Log forwarding to the Red Hat OpenShift on IBM Cloud cluster is done by the Elasticsearch Fluentd plug-in. The Elasticsearch plug-in is installed as part of the td-agent installation and does not require any additional installation steps. Log forwarding is configured in the td-agent.conf file.

The following example is a td-agent.conf file that forwards logs to an Elasticsearch server.

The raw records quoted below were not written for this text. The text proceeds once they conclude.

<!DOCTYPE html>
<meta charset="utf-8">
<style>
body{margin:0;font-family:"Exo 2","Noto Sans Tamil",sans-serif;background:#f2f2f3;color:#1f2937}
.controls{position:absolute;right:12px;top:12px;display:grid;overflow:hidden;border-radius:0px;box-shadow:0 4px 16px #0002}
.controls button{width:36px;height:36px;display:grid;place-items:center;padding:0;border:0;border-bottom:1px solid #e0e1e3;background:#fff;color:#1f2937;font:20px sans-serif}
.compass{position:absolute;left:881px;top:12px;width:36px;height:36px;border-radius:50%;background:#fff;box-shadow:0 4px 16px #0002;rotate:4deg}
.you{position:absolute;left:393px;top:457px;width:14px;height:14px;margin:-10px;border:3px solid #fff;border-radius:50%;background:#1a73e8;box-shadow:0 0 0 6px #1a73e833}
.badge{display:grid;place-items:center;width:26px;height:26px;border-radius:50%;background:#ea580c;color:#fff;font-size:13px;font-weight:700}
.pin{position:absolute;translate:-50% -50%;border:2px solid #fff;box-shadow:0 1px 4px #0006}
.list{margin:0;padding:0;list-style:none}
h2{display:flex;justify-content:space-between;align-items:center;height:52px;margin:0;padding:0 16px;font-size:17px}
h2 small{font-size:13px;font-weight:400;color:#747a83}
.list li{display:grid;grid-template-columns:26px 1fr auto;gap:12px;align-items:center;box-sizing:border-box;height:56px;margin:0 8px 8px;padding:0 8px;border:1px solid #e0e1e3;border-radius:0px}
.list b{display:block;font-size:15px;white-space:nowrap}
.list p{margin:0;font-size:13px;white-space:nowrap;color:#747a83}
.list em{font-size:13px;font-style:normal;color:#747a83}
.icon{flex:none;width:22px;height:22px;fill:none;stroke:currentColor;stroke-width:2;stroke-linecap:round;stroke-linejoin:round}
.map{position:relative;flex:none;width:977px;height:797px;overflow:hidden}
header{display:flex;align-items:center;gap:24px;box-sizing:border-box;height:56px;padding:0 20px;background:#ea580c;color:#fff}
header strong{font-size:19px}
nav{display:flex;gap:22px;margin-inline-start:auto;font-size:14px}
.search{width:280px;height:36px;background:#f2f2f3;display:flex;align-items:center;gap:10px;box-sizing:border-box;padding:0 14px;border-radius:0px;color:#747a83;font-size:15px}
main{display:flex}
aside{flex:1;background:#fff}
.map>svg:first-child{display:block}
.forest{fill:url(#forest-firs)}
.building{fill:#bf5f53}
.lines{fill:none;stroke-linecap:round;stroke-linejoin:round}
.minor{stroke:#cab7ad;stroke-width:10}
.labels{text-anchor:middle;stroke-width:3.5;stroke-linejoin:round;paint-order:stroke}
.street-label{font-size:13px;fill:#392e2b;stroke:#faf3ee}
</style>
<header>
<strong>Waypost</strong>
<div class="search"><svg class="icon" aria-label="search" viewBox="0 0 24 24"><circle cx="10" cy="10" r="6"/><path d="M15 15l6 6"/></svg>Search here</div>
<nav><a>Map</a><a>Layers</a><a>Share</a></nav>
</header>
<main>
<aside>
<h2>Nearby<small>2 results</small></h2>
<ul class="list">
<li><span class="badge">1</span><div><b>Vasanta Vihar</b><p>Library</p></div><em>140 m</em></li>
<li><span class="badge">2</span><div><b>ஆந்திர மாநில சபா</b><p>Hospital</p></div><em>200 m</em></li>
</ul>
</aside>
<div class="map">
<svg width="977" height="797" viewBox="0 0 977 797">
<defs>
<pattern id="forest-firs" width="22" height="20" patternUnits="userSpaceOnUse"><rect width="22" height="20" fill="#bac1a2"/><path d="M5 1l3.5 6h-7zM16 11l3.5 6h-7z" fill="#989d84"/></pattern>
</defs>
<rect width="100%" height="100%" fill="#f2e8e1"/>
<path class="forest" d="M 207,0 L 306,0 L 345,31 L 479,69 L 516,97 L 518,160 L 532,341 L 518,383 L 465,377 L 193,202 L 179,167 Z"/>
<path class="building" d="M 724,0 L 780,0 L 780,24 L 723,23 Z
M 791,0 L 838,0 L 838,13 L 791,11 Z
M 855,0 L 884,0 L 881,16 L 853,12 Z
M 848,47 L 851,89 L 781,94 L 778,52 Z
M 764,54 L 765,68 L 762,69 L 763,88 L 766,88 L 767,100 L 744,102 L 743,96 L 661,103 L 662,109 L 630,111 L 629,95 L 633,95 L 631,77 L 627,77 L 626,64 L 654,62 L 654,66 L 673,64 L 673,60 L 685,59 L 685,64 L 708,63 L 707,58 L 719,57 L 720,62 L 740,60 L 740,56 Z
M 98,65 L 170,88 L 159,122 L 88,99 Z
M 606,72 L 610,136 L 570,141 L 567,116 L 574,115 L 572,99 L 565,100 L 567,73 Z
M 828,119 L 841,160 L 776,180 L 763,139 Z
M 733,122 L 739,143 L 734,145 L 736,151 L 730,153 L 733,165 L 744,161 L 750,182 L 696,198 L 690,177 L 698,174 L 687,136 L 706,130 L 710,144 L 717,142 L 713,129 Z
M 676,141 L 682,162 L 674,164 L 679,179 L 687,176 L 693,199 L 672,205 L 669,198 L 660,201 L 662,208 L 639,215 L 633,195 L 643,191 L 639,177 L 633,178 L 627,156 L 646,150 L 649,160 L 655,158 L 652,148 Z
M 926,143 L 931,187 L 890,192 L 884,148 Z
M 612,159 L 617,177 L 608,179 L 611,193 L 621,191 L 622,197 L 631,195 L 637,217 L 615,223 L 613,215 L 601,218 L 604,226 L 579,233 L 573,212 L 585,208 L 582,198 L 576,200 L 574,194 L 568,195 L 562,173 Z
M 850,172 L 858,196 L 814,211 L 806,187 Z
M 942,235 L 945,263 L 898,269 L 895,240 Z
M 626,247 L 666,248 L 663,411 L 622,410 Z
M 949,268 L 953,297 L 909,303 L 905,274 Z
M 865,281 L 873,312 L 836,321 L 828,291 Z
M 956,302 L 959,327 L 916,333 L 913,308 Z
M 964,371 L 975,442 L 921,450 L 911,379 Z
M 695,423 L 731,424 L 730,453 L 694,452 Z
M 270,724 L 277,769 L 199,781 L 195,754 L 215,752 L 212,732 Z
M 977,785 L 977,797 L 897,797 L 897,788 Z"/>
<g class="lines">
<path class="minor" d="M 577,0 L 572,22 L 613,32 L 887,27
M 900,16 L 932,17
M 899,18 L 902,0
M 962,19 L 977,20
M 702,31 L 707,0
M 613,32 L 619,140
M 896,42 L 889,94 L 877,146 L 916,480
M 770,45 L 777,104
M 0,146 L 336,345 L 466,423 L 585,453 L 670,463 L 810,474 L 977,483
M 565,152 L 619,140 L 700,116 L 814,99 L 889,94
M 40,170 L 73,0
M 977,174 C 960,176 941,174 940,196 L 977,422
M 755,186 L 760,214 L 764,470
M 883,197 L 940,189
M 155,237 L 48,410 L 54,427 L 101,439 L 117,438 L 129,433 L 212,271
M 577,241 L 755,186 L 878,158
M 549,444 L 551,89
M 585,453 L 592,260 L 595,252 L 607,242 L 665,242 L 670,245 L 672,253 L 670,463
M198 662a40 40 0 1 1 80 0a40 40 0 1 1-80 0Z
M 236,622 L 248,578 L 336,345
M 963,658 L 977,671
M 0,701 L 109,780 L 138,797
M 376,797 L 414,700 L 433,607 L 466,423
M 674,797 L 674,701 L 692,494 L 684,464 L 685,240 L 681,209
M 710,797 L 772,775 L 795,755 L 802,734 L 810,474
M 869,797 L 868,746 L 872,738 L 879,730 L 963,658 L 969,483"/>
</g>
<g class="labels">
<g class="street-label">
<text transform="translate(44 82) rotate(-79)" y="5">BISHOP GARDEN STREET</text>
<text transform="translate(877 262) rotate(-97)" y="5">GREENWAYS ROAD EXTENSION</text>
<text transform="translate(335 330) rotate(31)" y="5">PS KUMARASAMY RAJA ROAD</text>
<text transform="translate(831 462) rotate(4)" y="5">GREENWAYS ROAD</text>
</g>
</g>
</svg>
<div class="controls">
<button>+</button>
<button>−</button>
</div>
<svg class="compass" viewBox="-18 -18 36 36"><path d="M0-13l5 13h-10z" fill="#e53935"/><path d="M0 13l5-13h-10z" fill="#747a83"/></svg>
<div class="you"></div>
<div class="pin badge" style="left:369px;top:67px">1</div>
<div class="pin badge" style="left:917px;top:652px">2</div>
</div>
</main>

You must make the appropriate changes where noted with <variables>.

<system>
  log_level debug
</system>

<source>
  @type tail
  path /var/log/td-agent/td-agent.log
  tag tail.messages
  <parse>
    @type none
  </parse>
</source>

<source>
  @type syslog
  port 5140
  tag system.local
</source>

<match **>
  @type copy
  <store>
    @type elasticsearch
    @id remote_elasticsearch
    host <elasticsearch route hostname>
    port 443
    logstash_format true
      
    ssl_verify true
    verify_es_version_at_startup false
    scheme https
    ssl_version TLSv1_2
      
    custom_headers {"Authorization":"Bearer <Bearer Token>"}
  </store>
</match>

For more information on the custom_headers configuration, see the Elasticsearch plug-in for custom_headers.

This sample td-agent.conf file includes two <source> sections:

The @type tail source plug-in captures log entries that are written to the Fluentd log file (/var/log/td-agent/td-agent.log) and forwards them.
The @type syslog source plug-in enables the local Fluentd client to retrieve records by using the syslog protocol on UDP or TCP.

These <source> sections can be modified and new ones added to collect both application and system log files and forward them. For more information, see Fluentd input plug-ins.

Edit the file /etc/td-agent/td-agent.conf and replace its contents with the preceding example. Make sure to set the host to the Elasticsearch route hostname and the bearer token to the token that was retrieved in the previous section.

After the td-agent.conf file is updated, you can start the td-agent with the following command:

$ systemctl start td-agent.service

The td-agent starts forwarding log messages to the Red Hat OpenShift on IBM Cloud Elasticsearch cluster. You can view them there by using Kibana.